Moreover, a big component of many elected officials’ jobs is procurement. That means that your demands most likely to be heeded are those which involve representatives buying and securing more sustainable goods.
Even asking that the town buys compost and fertilizer that are more sustainable makes a difference. As citizens, we can demand that the things we buy and use are sustainably sourced.
3) Ask city council members to not just commit to Zero Carbon, but to also put in place a specific plan to accomplish that goal.
In general, everything has been decarbonized in other places in substantial ways. Importing these solutions (including those listed below) to your town takes time and political will to shift resources in a culturally appropriate way, but here are some great places to start:
- Waste: For 35 years, Americans recycled, and all of that recycling was shipped to China. But China won’t take it anymore, and now, American towns don’t know what to do with it. Many countries know exactly how to deal with trash. Push your town to investigate how to put in a single stream recycling facility like the one just installed in Maine by Fiberight.
- Electricity: Switching to clean electricity is easier than it has ever been. For towns in deregulated states, you just have to sign on to clean energy over a long period of time (25 years), and the developer will build a new project for you in the optimal location. In regulated states, every town signs a franchise agreement with the monopoly utility company. Today, almost every town can approach their utility company and demand lower cost clean electricity — which is frankly more profitable for the utility, as well.

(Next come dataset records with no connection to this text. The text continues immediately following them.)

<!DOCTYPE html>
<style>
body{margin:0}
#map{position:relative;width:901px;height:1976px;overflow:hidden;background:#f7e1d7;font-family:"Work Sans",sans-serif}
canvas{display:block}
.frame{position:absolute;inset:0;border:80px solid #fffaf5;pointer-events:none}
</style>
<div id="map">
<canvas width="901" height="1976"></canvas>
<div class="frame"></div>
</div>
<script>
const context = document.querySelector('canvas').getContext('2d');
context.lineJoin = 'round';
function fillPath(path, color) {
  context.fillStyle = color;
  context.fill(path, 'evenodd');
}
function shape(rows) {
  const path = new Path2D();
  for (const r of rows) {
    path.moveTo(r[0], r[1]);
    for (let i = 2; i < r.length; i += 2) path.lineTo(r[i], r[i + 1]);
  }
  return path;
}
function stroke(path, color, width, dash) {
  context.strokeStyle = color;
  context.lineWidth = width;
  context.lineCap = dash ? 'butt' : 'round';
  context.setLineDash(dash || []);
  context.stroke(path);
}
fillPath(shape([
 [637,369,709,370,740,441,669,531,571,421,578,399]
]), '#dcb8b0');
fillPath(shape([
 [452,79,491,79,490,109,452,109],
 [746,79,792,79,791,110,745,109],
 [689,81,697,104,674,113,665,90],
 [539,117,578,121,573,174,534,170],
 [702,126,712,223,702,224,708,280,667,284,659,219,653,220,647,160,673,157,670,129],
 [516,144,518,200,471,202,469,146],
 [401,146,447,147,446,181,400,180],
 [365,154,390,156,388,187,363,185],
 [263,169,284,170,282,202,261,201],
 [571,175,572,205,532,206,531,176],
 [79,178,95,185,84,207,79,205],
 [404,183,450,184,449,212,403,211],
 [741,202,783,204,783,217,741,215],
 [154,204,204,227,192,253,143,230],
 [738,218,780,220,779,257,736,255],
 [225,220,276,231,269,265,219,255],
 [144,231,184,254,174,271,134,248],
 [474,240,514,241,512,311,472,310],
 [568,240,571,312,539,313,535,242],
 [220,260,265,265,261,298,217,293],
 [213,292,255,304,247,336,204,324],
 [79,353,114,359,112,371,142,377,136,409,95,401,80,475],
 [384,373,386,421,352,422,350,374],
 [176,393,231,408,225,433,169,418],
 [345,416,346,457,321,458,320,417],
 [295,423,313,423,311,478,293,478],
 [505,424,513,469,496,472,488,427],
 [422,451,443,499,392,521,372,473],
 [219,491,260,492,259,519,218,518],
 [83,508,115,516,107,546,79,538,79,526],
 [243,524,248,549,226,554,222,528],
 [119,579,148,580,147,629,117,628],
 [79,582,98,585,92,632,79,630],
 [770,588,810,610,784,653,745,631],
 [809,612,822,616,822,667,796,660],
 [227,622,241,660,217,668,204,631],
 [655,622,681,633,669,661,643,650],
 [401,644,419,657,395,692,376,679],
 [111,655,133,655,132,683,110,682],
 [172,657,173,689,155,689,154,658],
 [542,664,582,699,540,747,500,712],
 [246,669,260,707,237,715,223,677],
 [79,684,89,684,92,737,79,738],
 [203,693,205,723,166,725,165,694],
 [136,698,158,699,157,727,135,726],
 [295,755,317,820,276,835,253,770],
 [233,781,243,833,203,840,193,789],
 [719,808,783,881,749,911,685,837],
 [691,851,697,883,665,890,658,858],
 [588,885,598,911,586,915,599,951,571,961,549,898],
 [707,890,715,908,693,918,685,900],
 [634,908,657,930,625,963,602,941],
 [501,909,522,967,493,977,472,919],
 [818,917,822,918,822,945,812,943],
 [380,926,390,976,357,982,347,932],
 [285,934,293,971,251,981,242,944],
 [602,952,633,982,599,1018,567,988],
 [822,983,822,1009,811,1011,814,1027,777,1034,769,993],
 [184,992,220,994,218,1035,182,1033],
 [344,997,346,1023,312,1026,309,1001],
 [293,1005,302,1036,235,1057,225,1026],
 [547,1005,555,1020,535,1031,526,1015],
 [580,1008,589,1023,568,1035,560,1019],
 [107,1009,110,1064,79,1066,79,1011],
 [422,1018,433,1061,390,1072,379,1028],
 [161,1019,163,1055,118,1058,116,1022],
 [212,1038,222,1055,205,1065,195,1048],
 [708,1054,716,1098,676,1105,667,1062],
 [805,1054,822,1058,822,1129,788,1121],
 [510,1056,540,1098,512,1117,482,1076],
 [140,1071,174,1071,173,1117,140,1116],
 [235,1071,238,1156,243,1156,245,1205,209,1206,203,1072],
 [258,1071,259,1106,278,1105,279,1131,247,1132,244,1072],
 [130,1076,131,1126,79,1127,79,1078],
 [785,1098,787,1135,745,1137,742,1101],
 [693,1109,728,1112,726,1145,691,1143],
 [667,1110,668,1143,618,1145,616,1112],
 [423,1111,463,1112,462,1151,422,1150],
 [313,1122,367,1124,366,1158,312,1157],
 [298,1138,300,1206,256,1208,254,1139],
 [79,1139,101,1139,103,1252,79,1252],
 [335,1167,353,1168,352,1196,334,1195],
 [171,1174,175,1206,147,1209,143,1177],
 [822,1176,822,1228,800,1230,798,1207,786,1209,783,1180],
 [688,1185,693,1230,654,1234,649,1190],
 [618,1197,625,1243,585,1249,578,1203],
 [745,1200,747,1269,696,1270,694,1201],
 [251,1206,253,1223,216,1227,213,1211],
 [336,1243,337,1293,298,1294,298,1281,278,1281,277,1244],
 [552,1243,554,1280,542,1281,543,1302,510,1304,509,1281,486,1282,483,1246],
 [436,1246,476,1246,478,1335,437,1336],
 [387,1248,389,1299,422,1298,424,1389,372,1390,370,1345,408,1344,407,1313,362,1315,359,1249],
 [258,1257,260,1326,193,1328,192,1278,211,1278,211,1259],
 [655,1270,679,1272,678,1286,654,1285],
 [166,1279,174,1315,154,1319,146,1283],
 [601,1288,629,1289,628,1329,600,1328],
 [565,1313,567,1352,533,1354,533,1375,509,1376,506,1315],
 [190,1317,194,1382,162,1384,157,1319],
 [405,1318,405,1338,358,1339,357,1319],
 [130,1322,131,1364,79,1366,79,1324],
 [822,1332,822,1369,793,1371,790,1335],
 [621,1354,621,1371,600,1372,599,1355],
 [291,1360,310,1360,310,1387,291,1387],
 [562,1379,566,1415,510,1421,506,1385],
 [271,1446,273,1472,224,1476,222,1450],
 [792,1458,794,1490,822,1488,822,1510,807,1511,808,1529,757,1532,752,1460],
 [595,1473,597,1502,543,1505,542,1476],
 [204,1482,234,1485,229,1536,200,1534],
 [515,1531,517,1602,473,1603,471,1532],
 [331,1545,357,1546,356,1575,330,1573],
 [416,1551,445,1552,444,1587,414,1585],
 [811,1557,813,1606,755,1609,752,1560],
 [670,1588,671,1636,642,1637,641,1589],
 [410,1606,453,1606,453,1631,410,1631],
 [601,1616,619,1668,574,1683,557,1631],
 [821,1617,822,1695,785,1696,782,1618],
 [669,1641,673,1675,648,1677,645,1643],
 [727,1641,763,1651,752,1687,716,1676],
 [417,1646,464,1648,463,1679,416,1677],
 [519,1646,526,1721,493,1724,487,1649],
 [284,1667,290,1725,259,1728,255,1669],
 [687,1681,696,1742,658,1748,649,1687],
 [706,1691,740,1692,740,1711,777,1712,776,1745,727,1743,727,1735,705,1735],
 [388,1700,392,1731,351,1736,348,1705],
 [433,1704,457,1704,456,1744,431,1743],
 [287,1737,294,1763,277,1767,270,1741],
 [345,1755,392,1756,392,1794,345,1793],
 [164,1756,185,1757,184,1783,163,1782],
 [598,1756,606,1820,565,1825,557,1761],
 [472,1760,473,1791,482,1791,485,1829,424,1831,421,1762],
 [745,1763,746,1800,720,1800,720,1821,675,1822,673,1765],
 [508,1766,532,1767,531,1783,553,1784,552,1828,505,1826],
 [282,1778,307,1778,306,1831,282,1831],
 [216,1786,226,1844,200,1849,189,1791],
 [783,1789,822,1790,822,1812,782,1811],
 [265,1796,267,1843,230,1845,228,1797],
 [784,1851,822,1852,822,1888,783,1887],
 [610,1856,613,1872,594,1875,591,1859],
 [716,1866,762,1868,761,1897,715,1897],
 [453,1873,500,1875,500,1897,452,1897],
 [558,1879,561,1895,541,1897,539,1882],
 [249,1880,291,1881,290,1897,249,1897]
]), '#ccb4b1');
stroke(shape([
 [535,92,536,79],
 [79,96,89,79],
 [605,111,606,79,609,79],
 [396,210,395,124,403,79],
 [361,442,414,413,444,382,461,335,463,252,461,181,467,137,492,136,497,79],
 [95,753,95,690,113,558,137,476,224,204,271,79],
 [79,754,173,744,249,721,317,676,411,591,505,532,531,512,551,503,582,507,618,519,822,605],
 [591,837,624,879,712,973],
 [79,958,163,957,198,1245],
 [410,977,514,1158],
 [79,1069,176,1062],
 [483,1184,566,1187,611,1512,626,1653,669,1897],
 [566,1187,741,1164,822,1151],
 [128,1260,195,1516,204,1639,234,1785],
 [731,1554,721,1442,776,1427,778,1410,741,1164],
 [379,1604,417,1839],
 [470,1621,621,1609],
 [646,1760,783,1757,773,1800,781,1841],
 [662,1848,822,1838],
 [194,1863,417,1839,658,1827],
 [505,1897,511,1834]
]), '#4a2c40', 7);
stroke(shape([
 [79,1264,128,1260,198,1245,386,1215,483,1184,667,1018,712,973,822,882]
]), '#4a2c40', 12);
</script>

- Transportation: Just say NO to road widening and traditional traffic mitigation. Today, there are enough studies that show that the only way to reduce traffic is to get people out of cars. This means figuring out how to help people get down to only one car and, for some people, maybe zero cars. Right now, the average American spends over $750/month per car and $900/month per truck/SUV. This is outrageous. It’s possible to reduce their costs by as much as 50% if the town agrees to partner with companies like Via, Lyft, Uber, and others to create virtual bus routes that substantially reduce costs for consumers and traffic/congestion.
Remember, our national representatives are being lobbied constantly.
Now, for most of us, it’s probably true that attending city council meetings month after month and asking your reps to do things like invest in LED lighting or electric school buses lacks the pomp and excitement of protesting in front of Parliament or marching through the streets.
But it’s worth remembering that the Congresspeople targeted by national protests represent hundreds of thousands of people. And they’re being lobbied constantly — by paid lobbyists, no less.
I’m not saying you shouldn’t participate in mass protests advocating for climate action. Far from it. But we shouldn’t neglect the more on-the-ground work which is equally necessary in this fight. Because not only is that sort of unflashy work necessary, it’s also arguably more effective. It’s perhaps the most economic and efficient way to do your part in combating climate change.
That’s why the best place to start in this fight is at the local level. That’s where we can make real progress now.
And imagine, for a moment, if we came together and we all advocated so persistently at our respective local government meetings. The change would be seismic. If every single town in America enacted $3 million worth of upgrades per year — that’s 30,000 towns/villages — it would, at a sort of base level, account for around $100 billion in positive change. In places like Cincinnati and Kansas City, of course, that number would actually be much larger.
It’s not hard to see how we, collectively, could make very real progress in this fight with no help from the federal government.
We can make that kind of progress on our own. It just starts in our own hometowns.